Problem details:
Your task is to print, exactly and only, the lines from the start of the entries below through the line with "0 #a1a8b1) drop-shadow(-1px". Include both ends, but skip the pictures.

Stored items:
-------
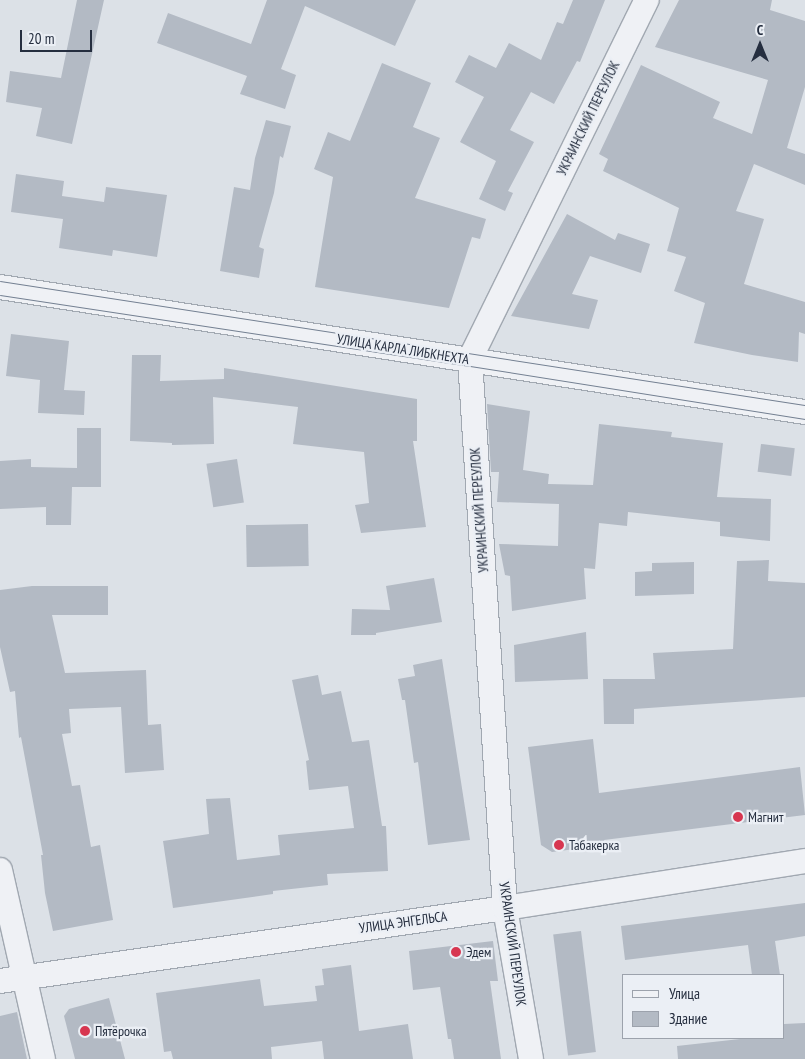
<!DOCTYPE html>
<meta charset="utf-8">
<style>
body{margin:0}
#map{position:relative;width:805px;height:1059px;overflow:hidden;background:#dce1e7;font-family:"PT Sans Narrow",sans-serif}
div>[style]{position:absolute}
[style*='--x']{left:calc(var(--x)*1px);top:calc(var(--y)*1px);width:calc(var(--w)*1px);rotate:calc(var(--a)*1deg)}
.building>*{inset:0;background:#b3bac4;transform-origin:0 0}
.roads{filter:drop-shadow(1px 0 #a1a8b1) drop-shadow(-1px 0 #a1a8b1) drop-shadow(0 1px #a1a8b1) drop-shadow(0 -1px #a1a8b1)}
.minor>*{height:24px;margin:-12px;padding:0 12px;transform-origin:12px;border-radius:12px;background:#eff1f5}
.tram>*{height:1px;margin:-0.5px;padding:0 0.5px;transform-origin:0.5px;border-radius:0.5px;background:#748092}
.dots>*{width:14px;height:14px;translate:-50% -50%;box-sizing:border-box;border:2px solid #ebeff5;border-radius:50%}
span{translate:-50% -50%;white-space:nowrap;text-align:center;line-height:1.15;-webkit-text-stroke:4.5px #ebeff5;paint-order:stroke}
.street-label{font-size:14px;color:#252e3f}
.poi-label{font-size:14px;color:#252e3f}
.left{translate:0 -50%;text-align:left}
.legend{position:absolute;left:622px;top:974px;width:162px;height:65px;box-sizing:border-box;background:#ebeff5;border:1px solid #9ca2ac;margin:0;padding:6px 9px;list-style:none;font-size:15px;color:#252e3f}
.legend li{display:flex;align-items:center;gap:10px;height:25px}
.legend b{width:25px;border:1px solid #9ca2ac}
.north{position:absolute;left:735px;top:20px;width:50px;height:50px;-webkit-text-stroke:4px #ebeff5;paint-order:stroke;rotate:0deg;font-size:14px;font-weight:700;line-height:20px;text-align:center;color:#252e3f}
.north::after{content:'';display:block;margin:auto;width:18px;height:22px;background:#252e3f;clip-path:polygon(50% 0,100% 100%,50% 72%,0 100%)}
.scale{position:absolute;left:20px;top:30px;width:72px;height:22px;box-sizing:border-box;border:2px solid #252e3f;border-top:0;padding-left:6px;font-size:15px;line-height:18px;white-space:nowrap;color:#252e3f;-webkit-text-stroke:4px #ebeff5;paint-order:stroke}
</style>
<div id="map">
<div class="building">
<div style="clip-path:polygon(77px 0,104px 0,72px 144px,36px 136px,42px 108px,6px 102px,10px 71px,61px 78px)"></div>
<div style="clip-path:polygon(267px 0,416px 0,395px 46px,305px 6px,281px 69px,296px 75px,285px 109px,240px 94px,247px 76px,157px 43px,168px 13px,251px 44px)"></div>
<div style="clip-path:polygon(573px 0,605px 0,580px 62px,577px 61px,554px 104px,531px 92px,510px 130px,534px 142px,508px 191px,513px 193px,505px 211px,479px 199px,496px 161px,460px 142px,484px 97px,455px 82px,469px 55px,496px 68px,509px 43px,541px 60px,557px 22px,563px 24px)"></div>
<div style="clip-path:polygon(679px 0,772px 0,770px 10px,805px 21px,805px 87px,787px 148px,805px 154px,805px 185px,754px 164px,736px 211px,764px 219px,744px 284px,805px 302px,805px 334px,799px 332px,798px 362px,752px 355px,694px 343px,705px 303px,674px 291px,686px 257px,667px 251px,679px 208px,603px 171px,608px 159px,599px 154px,641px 65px,720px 102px,713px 118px,752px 134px,768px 80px,655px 47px)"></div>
<div style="clip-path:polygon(382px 63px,431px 83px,413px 127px,440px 138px,415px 198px,486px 219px,480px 239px,472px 237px,449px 308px,315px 287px,333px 177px,314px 169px,328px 132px,350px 141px)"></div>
<div style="clip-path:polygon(266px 120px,291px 126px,283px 158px,280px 156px,274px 193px,259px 247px,264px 249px,259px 278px,220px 271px,234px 187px,250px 190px,255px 158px)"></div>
<div style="clip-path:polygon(16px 174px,64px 181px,62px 196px,104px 202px,106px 187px,167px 195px,157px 257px,113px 250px,112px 256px,59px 248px,63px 219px,11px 212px)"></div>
<div style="clip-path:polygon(567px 214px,615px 240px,618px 233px,650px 244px,641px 273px,590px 256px,572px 294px,598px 300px,589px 329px,511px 316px)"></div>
<div style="clip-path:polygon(11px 334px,69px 341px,64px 390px,85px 391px,84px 415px,38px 413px,40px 380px,6px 376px)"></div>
<div style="clip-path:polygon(132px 355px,161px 355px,160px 381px,224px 379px,224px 368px,417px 399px,417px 441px,413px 441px,426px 527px,361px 533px,355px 505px,369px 503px,364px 452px,293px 444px,298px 407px,213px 397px,214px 444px,172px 445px,172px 443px,130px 441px)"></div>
<div style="clip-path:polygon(487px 404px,530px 411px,523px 470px,549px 474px,548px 484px,593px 485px,599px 424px,672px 432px,671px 437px,723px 443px,717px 497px,771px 499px,770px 541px,720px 536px,720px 522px,628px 512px,627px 526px,599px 523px,595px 569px,584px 568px,586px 599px,512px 611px,510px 576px,505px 575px,499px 544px,558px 546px,559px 504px,497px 502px,499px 472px,491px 472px)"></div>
<div style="clip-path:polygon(77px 428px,101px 428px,101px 487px,72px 487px,71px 525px,46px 525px,46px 507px,0 509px,0 461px,31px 459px,31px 467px,77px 468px)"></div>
<div style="left:761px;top:444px;width:34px;height:28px;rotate:7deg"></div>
<div style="left:237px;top:459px;width:44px;height:31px;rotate:81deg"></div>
<div style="left:308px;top:524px;width:42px;height:62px;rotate:89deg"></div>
<div style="clip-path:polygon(769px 560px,768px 581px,805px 583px,805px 697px,634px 709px,634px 724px,604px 724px,603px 679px,655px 679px,653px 653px,733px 649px,737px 561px)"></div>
<div style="clip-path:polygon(694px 562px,694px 594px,635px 596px,635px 572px,652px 571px,652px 563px)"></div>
<div style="clip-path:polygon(434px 578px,442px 622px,376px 633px,376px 635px,351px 635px,352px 609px,390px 610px,386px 586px)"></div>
<div style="clip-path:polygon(32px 586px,108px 586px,108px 615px,52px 615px,65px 673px,146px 670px,148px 725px,161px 724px,164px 770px,125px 773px,121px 707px,69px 709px,71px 733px,62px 734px,72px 786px,80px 785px,91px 847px,100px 845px,113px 920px,53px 931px,45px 893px,41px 855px,43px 855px,21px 737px,19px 738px,15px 691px,10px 692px,0 647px,0 590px)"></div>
<div style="clip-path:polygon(586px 632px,588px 679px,515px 682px,514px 645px)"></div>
<div style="clip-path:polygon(442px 659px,470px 840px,428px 845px,418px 762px,414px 763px,405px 700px,402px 700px,398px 679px,415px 676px,413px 665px)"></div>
<div style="clip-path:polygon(318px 675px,322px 695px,341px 691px,352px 742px,369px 740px,382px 826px,386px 826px,388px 871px,327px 874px,328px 885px,273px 891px,273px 894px,173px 908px,163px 841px,209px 834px,206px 799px,230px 798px,237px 860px,280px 855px,278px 835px,354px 828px,348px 786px,309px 790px,306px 761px,309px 760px,292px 680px)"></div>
<div style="clip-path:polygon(593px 739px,599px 793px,800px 767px,805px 815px,604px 840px,605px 845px,552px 852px,541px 845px,528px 747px)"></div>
<div style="clip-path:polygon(805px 903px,805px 936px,775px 941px,780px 975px,752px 975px,748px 945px,625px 960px,621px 926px)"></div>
<div style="left:581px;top:931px;width:122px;height:28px;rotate:83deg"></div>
<div style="clip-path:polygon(493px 941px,498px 981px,490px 981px,501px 1059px,454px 1059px,451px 1039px,448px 1039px,440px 987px,413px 990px,409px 951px)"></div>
<div style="clip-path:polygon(351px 965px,359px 1031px,408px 1024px,413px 1059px,324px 1059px,322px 1041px,271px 1047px,272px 1059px,173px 1059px,171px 1051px,164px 1052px,156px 993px,260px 979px,264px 1006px,317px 1001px,315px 986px,324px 985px,322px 969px)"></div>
<div style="clip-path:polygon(109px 998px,125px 1059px,75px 1059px,64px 1016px,69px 1009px)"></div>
<div style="clip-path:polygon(17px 1012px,27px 1059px,0 1059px,0 1016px)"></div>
<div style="clip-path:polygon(805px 1023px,805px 1059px,678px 1059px,677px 1046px,749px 1038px,784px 1038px,784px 1024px)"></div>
</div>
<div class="roads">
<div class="minor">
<div style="--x:0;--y:287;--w:815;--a:8.83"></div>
<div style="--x:0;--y:870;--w:194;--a:77.2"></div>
<div style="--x:0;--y:981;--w:510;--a:-8.23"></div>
<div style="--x:505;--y:908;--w:304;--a:-8.9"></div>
<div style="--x:531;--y:1059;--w:153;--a:-99.8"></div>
<div style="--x:505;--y:908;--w:550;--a:-93.65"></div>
<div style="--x:470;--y:359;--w:400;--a:-63.8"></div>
</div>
</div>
<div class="tram">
<div style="--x:0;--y:281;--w:814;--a:8.76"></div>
<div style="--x:0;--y:295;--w:475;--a:8.6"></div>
<div style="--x:470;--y:366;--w:339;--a:9"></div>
</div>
<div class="dots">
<div style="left:738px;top:817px;background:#d73650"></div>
<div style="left:559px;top:845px;background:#d73650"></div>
<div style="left:456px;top:952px;background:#d73650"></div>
<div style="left:85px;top:1031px;background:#d73650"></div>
</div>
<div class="street-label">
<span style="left:588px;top:118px;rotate:-64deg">УКРАИНСКИЙ ПЕРЕУЛОК</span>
<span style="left:403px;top:349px;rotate:9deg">УЛИЦА КАРЛА ЛИБКНЕХТА</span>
<span style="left:479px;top:510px;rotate:-94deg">УКРАИНСКИЙ ПЕРЕУЛОК</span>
<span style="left:403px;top:922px;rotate:-8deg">УЛИЦА ЭНГЕЛЬСА</span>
<span style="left:513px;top:944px;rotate:82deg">УКРАИНСКИЙ ПЕРЕУЛОК</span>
</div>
<div class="poi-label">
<span class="left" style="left:748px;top:817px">Магнит</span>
<span class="left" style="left:569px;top:845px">Табакерка</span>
<span class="left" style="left:466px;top:952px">Эдем</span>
<span class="left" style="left:95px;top:1031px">Пятёрочка</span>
</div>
<ul class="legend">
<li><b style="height:6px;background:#eff1f5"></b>Улица</li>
<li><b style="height:14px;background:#b3bac4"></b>Здание</li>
</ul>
<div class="north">С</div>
<div class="scale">20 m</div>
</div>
-------
Exercise answer:
<!DOCTYPE html>
<meta charset="utf-8">
<style>
body{margin:0}
#map{position:relative;width:805px;height:1059px;overflow:hidden;background:#dce1e7;font-family:"PT Sans Narrow",sans-serif}
div>[style]{position:absolute}
[style*='--x']{left:calc(var(--x)*1px);top:calc(var(--y)*1px);width:calc(var(--w)*1px);rotate:calc(var(--a)*1deg)}
.building>*{inset:0;background:#b3bac4;transform-origin:0 0}
.roads{filter:drop-shadow(1px 0 #a1a8b1) drop-shadow(-1px 0 #a1a8b1) drop-shadow(0 1px #a1a8b1) drop-shadow(0 -1px #a1a8b1)}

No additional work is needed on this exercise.